▶ **Task goal**: Report back every line below that carries the word "Minified".

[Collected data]

⟨

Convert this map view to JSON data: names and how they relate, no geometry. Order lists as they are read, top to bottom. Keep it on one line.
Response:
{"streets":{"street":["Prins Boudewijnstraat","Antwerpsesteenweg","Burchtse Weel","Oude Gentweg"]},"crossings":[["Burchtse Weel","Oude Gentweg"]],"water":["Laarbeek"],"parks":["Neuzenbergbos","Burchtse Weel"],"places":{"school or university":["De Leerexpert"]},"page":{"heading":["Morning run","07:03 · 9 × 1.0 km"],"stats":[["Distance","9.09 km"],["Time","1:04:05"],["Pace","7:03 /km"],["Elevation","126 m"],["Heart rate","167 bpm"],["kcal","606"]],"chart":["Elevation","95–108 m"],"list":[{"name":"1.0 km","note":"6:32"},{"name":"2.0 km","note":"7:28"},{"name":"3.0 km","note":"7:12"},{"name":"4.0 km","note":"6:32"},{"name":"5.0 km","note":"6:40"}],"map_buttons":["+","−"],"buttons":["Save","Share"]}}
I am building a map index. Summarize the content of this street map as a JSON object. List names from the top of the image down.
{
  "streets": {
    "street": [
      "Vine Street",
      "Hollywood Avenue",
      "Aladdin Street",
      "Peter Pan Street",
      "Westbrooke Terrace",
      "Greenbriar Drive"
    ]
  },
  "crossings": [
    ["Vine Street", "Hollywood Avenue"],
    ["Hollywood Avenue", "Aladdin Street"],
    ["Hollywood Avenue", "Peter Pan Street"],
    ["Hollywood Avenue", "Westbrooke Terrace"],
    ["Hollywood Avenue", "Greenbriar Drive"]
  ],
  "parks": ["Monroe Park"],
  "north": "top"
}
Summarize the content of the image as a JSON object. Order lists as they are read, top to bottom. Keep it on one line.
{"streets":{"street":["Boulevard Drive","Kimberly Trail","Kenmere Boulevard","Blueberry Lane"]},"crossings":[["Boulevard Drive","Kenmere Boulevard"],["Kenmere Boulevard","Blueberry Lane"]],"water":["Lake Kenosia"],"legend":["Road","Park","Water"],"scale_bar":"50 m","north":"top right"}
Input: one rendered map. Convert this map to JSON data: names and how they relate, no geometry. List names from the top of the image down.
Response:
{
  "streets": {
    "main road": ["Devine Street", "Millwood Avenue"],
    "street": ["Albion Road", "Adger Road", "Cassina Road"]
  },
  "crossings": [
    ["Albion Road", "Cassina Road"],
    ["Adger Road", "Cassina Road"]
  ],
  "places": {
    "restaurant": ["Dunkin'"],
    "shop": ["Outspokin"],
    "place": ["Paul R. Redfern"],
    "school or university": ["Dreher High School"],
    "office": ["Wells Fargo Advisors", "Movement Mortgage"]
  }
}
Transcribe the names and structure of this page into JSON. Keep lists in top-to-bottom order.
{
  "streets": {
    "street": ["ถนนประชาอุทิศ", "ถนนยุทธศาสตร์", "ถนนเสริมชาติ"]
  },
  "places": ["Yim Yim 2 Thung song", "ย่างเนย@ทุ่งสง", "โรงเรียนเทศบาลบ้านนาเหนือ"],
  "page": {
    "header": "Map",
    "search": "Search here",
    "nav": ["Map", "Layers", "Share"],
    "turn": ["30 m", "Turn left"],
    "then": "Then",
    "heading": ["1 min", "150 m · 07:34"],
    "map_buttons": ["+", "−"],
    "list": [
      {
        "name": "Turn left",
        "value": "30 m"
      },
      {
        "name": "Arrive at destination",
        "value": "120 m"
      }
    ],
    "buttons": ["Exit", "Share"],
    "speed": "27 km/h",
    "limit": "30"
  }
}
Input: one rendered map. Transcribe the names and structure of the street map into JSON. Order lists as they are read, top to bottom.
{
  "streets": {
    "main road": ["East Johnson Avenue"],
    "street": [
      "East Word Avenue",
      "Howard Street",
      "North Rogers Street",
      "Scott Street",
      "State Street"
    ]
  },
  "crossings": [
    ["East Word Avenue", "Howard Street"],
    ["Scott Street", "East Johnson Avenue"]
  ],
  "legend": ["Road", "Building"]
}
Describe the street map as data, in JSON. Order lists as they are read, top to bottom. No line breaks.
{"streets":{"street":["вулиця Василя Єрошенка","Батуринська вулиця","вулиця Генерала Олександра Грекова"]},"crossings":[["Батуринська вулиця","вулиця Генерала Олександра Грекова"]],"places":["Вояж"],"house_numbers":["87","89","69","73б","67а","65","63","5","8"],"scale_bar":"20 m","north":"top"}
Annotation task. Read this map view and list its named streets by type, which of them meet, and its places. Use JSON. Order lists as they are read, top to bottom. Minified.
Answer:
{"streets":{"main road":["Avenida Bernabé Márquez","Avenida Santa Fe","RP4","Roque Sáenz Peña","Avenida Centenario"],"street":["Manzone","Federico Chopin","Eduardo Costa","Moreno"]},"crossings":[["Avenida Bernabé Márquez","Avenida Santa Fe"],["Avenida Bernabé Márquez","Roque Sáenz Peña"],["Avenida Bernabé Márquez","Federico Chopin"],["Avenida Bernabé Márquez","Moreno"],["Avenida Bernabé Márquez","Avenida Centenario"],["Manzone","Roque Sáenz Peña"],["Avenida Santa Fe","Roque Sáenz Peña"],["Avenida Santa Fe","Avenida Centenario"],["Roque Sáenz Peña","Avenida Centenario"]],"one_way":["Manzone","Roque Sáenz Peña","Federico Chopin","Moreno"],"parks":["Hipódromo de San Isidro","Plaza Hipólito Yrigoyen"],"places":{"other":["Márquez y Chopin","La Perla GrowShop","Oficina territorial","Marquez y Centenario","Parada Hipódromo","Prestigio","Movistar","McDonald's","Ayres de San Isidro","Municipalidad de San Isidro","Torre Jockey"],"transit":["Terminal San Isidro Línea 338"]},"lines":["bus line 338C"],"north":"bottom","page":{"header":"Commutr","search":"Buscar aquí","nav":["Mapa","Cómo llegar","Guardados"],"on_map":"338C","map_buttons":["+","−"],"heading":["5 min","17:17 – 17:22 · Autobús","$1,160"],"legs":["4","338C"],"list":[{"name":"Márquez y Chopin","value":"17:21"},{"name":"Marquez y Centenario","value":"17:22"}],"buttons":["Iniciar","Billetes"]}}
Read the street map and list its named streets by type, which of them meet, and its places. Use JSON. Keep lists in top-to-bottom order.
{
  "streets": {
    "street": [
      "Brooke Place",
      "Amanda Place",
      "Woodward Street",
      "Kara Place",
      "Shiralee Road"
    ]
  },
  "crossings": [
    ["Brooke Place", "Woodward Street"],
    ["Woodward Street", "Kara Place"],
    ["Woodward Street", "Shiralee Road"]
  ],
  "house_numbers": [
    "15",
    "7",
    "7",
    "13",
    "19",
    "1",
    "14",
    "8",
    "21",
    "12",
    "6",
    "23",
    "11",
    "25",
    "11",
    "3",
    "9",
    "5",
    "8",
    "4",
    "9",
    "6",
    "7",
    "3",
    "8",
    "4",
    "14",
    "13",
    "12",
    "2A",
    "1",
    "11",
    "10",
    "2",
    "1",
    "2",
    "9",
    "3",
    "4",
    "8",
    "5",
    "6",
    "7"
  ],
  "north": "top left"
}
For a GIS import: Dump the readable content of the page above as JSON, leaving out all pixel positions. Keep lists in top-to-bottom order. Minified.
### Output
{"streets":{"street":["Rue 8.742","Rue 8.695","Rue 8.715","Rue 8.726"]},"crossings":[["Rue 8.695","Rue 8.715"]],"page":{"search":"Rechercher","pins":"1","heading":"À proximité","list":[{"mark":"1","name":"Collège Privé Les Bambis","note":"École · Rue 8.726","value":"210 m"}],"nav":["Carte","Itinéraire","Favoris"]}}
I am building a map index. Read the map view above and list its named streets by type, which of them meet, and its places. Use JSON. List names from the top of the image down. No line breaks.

⟩

▶ **Solution for this task**:
Annotation task. Read this map view and list its named streets by type, which of them meet, and its places. Use JSON. Order lists as they are read, top to bottom. Minified.
For a GIS import: Dump the readable content of the page above as JSON, leaving out all pixel positions. Keep lists in top-to-bottom order. Minified.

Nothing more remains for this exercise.